This spoon is made from a section of an old dead spruce tree I was using for fire wood whilst on a recent skiing trip. The beauty about this tree, (and similar small pines and spruces) is that through years of slow growth the grain is extremely tight – the tree must have been around 80 years old or more, but was no more than 5m tall with a trunk diameter of 12cm or so. This is because of the environment the tree grew in: at 70° North of the equator it is subject to long, cold, dark winters, with no sun for months of this, and this tree, on the outskirts of a bog and surrounded by much larger trees would be fighting to get light and nutrients.
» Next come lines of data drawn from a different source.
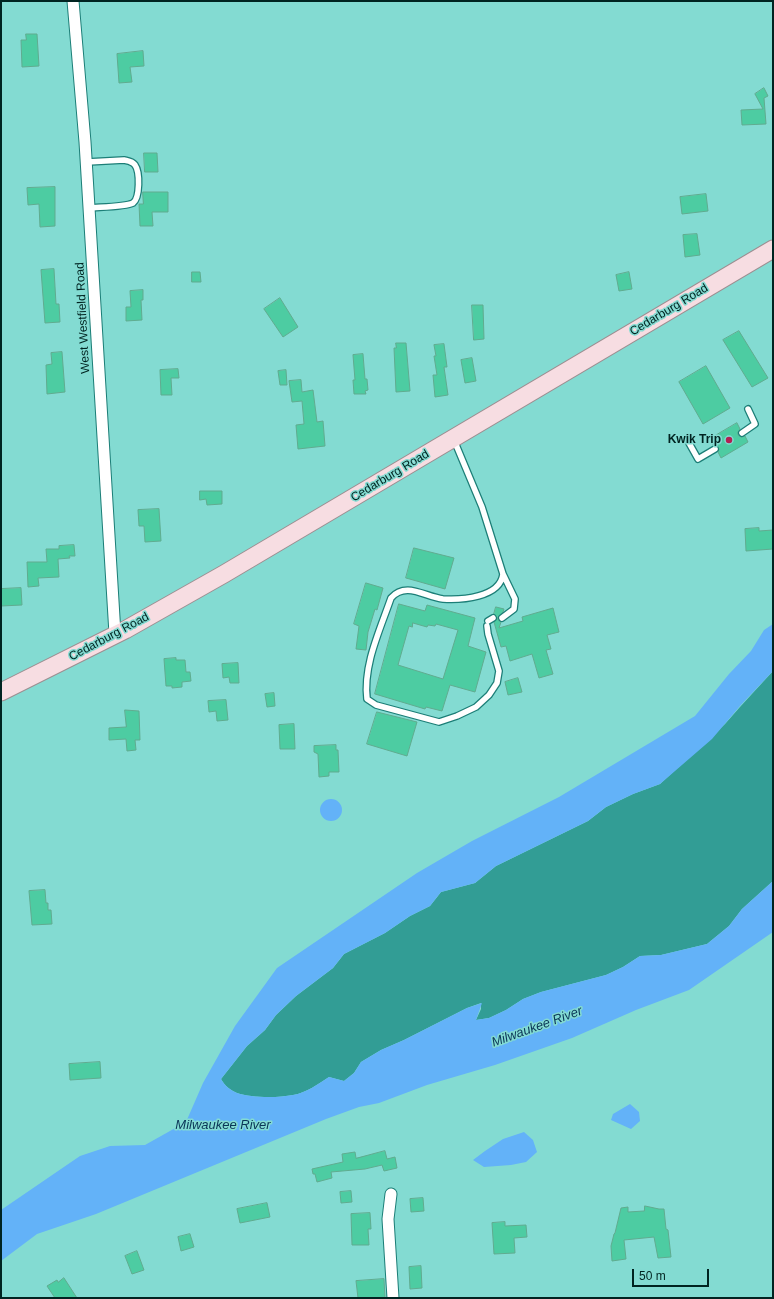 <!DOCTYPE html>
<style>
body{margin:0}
#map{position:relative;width:774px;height:1299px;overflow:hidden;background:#83dbd2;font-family:Helvetica,sans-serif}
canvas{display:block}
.frame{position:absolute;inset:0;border:2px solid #002421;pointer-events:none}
.scale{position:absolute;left:632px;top:1269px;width:77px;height:18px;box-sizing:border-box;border:2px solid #002421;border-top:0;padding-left:5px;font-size:12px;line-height:14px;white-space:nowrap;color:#002421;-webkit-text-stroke:3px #83dbd2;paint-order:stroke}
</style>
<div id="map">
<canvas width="774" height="1299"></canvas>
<div class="frame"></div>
<div class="scale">50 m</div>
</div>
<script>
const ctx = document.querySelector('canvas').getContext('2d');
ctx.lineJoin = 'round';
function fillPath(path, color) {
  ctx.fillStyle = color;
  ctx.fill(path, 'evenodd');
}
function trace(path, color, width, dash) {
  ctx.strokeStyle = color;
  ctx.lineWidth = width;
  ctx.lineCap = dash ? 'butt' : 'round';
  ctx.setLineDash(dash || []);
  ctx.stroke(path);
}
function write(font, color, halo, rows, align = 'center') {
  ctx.font = font + ' Helvetica,sans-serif';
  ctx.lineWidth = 3;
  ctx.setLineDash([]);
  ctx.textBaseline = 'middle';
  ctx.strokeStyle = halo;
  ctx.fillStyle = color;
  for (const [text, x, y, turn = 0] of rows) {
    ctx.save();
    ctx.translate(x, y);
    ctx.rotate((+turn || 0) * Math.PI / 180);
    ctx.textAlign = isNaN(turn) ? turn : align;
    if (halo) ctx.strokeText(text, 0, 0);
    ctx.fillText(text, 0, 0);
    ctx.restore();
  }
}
const forest = new Path2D(`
 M773,671V881L742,909L729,926L707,944L661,955L640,956L623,967L606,975L541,992L523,999L506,1010L489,1018L476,1020L481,1009V1003L467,1008L404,1040L381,1050L361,1062L354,1073L344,1081L329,1077C318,1084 306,1093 293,1095C278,1098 251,1098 237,1093C230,1090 225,1086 221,1079L247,1046L265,1030L276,1015L296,996L333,968L344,954L385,933L410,916L430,906L441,892L475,883L496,866L588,821L606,807L633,794L660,784L725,724L740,707Z`);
const water = new Path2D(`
 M773,624V671L740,706L712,739L660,784L633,794L606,807L588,821L496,866L475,883L441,892L430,906L410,916L385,933L344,954L333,968L296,996L276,1015L265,1030L247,1046L221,1079C225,1086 230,1090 237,1093C251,1098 278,1098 293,1095C306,1093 318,1084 329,1077L344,1081L354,1073L361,1062L381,1050L404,1040L467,1008L482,1003L476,1020L489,1018L506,1010L523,999L541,992L606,975L623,967L640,956L661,955L707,944L729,926L742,909L773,881V932L689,990L636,1010L572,1038L495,1065L427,1085L379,1103L359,1107L326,1119L96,1214L37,1234L1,1261V1210L80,1156L110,1146L145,1145L186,1122L203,1083L235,1026L277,968L417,873L472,841L559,797L695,716L729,674L751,651L764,630Z
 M320 810a11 11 0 1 1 22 0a11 11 0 1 1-22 0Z
 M630,1104L639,1112L640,1121L631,1129L611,1120L613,1114Z
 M524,1132L533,1140L537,1152L526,1162L511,1165L484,1167L473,1160L485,1151L503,1139Z`);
const building = new Path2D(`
 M26,34H37L39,66L22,67L21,40H26Z
 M143,51L144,66L130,67L132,82L119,83L117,54Z
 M764,88L768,96L764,98L766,124L742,125L741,110L763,109L755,94Z
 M144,153H157L158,172H145Z
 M55,187V226L40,227L39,204L28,205L27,188Z
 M143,192H168V212H152L153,226H140L139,204H143Z
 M706,194L708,211L682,214L680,197Z
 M697,234L700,255L685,257L683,235Z
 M54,269L56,304H59L60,322L45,323L41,270Z
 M192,272H200L201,282H192Z
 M629,272L632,289L619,291L616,275Z
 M143,290V300H141L142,320L126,321V307H131L130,291Z
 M280,298L298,327L283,337L264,309Z
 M472,305H483L484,339L474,340Z
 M739,331L768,378L752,387L723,340Z
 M396,343H406L410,391L396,392L394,348H396Z
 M444,344L447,367H444L448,395L435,397L433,375H437L434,356H436L434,345Z
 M62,352L65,392L47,394L46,365L52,364L51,353Z
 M363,354L365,379H367L368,390L365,391L366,394H354L353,380H355L353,355Z
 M472,358L476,381L465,383L461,360Z
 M706,366L730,408L703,424L679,382Z
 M178,369L179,378H171L172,395H161L160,370Z
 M286,370L287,385H280L278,371Z
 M301,380L302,392L313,390L317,422L323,421L325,446L298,449L296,425L304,424L302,401L292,402L289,381Z
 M737,423L740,429L738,432V435L741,437L745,436L748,442L721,458L718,452L719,449L718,447L713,445L710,439Z
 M200,491H222V504L207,505L206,499L200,500Z
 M159,509L161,541L145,542L144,526H139L138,510Z
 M759,528V531L773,530V549L746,551L745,529Z
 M74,545L75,556H69L70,558L58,559L59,577L38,578L39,586L28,587L27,562H47L46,549H59V546Z
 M414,548L454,558L445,589L406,578Z
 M366,583L383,588L377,610L375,609L368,632L366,650L356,649L359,626L354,624Z
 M21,588L22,605L1,606V589Z
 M399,604L425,611L427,605L475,618L468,646L486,652L475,692L450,685L442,711L426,707L425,709L375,694ZM413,623L427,627L428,625L435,626L436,624L458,630L443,679L398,665L409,626L412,627Z
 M496,607L504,609L503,612L498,617V620L501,622L499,628L523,621L522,617L553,608L559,632L547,635L551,649L546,650L553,674L539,678L532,654L510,661L506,646L501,647L494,622L497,618L494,614Z
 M176,658V660H185L186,672H190L191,681L182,682V687L172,688V686H166L164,659Z
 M238,663L239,683H230L229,677L223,678L222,664Z
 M518,678L522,692L508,695L505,682Z
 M274,693L275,706L267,707L265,694Z
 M226,700L228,720L217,721L216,711L209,712L208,701Z
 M125,710L139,711L140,740H135L136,750L127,751L126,739L109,740V728L126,727Z
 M377,712L417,722L407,756L367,744Z
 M294,724L295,749H280L279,725Z
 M336,745V750H338L339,772H329V776L319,777L318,754L314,752V746Z
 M45,890L46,903H48V910H51L52,924L32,925L29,891Z
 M100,1062L101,1078L70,1080L69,1064Z
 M385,1151L387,1159L395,1157L397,1168L384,1171L382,1165L365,1169L331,1172L332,1178L317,1182L315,1174H313L312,1169L343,1162L342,1154L355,1152L356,1158Z
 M351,1191L352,1202L341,1203L340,1192Z
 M423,1198L424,1211L411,1212L410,1199Z
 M267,1203L270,1217L240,1223L237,1209Z
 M645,1206L659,1209H664L666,1229L668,1230L671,1257L658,1258L654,1237L624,1240L626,1259L612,1261L611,1246L614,1234L615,1233L621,1208L628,1207V1212L644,1211Z
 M370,1213L371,1229H368L369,1245H352L351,1214Z
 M505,1222V1226L526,1225L527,1237L514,1238L515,1253L494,1254L492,1223Z
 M190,1234L194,1247L181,1251L178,1237Z
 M137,1251L144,1270L132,1274L125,1256Z
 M421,1266L422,1288L410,1289L409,1267Z
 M64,1278L77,1298H55L47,1286L57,1280L58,1282Z
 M384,1279L385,1298H358L356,1281Z`);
const service = new Path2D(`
 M87,162L124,160C128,161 132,161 135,165C140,172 140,198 133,203C125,207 99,207 89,208
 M742,433L755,424L748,409
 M454,440L482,507L503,574
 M689,443L698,459L715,449
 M488,621L493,618
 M487,626L488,634L499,671L497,683L489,695L476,707L457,716L439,722L376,705L367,699C363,665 380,630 391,598C406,581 425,597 443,599C461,600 500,598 503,574L515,599L514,609L502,618`);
const minor = new Path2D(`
 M73,1L85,142L115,634
 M391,1194L388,1219L393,1298`);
const primary = new Path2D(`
 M1,692L125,630L224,574L773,249`);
const markers = [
 [729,440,4,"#b12051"]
];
const streetNames = [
 ["Cedarburg Road",669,310,-31],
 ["West Westfield Road",83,318,-93],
 ["Cedarburg Road",390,476,-31],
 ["Cedarburg Road",109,637,-28]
];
const poiNames = [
 ["Kwik Trip",721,440]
];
const waterNames = [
 ["Milwaukee River",537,1027,-20],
 ["Milwaukee River",223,1125]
];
fillPath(forest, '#329d95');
fillPath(water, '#63b2f8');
fillPath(building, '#4dcca2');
trace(building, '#60ab8f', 1);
trace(service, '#1c7e77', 8);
trace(minor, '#1c7e77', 13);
trace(primary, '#9d8e91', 19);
trace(service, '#fff', 5.5);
trace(minor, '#fff', 11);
trace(primary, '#f7dde2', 17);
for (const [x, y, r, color] of markers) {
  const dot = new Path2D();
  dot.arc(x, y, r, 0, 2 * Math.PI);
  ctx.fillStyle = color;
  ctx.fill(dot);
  trace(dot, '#83dbd2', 1.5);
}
write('12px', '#002421', '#83dbd2', streetNames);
write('bold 12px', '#002421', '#83dbd2', poiNames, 'right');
write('italic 13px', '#0a3557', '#83dbd2', waterNames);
</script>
Many trees will stay small till a neighbouring tree falls, giving them the opportunity to grow. This one however died before it got the chance.
I had been waiting a few days till I found a bit of suitable wood for this week’s spoon. It was when I was splitting some fire wood noticed how beautiful the grain was – sometimes the right bit of wood find you.
I didn’t take many pictures of the whittling stages, but it changed shape and design numerous times, slowly morphing into the final spoon to see above. There were many knots in the wood, and at times it was tricky to whittle, but generally it was a nice spoon to carve – tight grain but easy to work. Spruces grow upwards spiraling, increasing stability – the spoon naturally took on this twist, a nice but not planned design addition.
I would carve some days when I got a moment in between setting up camp, waiting for food to cook or just before bed, but this didn’t get me very far. I completed most of it on the last day of the trip, when I had a rest day. In fact I didn’t leave my camp once, it was my day of rest and I dedicated it to reading and whittling. With blue sky all around and balmy temperatures of 4°C I set up a sofa-come-chaise longue with my reindeer skin on the snow. Throughout the day I laid here, basking in the warmth of the sun, listening to the occasional chatter of surrounding birds, reading, whittling and drinking lots of tea.
The spoon was a grubby mess after I had finished the final shape with the knife. A week without a proper wash means your hands resemble a coal miners. So I left the sanding till I had returned home.